# Data for processing
....................

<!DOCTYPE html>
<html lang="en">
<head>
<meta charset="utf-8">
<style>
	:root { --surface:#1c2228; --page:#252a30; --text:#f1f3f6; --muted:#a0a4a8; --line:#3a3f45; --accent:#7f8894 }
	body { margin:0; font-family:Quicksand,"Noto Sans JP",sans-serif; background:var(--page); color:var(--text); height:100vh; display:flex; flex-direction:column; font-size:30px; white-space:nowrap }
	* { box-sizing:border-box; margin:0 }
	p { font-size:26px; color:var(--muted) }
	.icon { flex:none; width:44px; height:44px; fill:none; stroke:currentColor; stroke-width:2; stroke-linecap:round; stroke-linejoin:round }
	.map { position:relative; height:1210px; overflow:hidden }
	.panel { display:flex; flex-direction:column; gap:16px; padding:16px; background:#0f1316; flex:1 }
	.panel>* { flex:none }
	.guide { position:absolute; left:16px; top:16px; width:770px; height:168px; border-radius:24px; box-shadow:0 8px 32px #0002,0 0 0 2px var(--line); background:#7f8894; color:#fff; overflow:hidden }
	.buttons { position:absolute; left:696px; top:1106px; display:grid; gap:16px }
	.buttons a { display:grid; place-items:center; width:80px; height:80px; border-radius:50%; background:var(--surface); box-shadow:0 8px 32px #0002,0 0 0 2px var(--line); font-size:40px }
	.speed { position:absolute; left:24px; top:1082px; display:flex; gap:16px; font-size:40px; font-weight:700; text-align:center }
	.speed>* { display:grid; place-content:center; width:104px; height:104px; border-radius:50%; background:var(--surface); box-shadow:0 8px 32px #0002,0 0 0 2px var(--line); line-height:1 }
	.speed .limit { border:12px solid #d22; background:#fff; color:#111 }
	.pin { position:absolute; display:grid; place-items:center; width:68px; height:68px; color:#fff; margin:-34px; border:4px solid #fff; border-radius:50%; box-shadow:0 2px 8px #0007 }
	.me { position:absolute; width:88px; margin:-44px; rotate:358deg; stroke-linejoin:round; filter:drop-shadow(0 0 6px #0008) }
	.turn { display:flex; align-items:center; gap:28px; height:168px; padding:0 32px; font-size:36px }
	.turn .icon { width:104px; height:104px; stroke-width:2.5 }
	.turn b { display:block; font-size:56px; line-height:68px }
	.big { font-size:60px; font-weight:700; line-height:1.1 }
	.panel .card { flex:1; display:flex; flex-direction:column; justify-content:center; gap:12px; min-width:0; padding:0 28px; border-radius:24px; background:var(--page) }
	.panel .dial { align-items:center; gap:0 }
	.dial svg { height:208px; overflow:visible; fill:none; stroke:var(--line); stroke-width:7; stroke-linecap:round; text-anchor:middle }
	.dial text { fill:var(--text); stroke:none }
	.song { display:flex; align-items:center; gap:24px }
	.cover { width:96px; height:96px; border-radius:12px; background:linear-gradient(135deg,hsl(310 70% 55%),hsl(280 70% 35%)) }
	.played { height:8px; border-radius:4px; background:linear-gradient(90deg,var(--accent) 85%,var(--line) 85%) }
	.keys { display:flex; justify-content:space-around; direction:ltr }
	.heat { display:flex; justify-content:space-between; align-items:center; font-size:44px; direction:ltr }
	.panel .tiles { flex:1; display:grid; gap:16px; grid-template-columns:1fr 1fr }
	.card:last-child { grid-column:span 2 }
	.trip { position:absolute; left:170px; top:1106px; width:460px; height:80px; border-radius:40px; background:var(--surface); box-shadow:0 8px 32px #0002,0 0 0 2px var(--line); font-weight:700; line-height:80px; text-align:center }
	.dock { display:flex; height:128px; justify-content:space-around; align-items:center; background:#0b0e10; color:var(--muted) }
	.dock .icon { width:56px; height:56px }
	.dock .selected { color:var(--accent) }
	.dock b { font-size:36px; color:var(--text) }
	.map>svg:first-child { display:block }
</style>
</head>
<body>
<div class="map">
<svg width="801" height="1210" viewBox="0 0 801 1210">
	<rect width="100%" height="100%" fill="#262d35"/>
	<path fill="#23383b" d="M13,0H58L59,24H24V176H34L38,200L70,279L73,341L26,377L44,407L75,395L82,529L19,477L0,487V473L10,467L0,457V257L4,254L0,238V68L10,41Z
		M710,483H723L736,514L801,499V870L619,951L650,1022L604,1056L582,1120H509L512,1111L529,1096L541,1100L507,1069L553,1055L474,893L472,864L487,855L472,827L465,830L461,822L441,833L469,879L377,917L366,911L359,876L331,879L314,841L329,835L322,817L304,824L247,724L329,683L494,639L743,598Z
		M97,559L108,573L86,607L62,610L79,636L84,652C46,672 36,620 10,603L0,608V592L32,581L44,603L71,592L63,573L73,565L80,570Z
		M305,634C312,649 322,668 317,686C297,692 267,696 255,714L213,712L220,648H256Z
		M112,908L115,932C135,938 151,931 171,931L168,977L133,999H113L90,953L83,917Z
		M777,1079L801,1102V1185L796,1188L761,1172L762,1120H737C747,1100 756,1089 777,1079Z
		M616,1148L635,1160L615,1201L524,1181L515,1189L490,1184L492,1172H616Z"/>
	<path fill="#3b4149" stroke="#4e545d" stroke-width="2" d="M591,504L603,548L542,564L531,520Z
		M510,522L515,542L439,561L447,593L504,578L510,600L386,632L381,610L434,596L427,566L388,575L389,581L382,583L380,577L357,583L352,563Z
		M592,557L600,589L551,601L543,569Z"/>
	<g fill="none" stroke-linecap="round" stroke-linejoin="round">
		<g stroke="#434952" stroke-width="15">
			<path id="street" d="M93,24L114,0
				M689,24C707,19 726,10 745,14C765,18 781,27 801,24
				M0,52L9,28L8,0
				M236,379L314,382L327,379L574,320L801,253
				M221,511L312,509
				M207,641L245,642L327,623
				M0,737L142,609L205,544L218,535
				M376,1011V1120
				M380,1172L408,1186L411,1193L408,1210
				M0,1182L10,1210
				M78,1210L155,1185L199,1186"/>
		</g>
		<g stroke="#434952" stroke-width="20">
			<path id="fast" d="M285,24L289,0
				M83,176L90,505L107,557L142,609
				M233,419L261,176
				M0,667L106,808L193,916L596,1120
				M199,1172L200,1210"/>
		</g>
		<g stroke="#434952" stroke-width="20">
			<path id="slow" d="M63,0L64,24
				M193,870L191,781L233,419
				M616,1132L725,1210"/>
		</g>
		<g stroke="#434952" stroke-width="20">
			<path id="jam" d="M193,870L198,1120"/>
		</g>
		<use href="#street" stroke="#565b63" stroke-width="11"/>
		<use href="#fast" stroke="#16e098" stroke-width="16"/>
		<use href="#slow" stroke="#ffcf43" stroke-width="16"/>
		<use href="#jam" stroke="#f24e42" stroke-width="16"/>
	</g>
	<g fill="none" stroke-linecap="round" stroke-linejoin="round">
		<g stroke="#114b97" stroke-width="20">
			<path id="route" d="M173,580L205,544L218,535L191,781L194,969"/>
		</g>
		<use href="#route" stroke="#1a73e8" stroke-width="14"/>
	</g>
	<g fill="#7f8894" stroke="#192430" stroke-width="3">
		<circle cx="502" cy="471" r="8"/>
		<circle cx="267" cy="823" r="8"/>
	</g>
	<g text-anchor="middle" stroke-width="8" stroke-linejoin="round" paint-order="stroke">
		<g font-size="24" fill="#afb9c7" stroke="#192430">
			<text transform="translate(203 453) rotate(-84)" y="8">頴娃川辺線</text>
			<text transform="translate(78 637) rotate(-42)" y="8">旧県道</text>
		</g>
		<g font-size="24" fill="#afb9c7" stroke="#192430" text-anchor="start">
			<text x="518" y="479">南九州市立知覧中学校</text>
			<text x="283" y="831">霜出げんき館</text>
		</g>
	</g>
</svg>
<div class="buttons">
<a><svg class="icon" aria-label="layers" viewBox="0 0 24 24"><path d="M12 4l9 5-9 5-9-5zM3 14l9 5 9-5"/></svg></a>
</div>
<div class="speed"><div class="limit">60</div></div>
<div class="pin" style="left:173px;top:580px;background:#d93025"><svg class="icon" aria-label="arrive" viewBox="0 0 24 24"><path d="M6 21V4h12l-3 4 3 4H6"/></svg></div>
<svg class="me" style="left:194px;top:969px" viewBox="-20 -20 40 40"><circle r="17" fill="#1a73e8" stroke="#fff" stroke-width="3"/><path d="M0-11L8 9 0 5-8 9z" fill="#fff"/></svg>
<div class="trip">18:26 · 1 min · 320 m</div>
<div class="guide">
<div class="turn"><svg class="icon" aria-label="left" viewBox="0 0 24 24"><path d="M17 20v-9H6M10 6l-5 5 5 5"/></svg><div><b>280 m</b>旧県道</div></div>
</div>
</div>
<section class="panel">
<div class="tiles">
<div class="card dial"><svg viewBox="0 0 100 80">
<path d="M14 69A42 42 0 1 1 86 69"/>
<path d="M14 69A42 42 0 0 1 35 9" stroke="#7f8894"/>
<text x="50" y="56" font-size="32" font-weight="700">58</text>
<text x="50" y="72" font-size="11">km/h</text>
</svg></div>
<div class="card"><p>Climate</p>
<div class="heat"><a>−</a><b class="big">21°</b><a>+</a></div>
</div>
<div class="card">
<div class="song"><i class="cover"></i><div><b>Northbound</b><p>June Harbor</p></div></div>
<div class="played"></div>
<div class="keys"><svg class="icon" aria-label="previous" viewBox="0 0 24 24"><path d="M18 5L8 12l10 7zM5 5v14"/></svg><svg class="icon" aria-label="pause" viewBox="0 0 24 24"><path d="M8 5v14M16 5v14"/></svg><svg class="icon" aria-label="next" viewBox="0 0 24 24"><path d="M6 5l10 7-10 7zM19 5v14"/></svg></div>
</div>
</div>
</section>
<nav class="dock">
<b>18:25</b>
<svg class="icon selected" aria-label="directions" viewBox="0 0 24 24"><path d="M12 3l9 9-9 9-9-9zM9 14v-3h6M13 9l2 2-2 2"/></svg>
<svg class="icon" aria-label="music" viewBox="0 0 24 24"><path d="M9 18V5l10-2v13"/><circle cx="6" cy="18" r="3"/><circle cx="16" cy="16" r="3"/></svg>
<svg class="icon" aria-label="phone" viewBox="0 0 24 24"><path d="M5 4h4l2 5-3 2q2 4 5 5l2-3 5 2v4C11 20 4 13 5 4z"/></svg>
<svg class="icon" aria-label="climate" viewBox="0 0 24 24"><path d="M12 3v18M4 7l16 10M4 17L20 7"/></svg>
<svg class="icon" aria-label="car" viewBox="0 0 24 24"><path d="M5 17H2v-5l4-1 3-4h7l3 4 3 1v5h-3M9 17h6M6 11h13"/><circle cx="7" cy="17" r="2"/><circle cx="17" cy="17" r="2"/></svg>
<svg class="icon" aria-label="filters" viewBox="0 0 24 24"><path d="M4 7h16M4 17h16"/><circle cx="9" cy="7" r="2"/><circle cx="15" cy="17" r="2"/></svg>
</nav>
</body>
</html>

....................

# Your goal
Filter the entries above down to the lines that contain the word "transform".

# Completed exercise
			<text transform="translate(203 453) rotate(-84)" y="8">頴娃川辺線</text>
			<text transform="translate(78 637) rotate(-42)" y="8">旧県道</text>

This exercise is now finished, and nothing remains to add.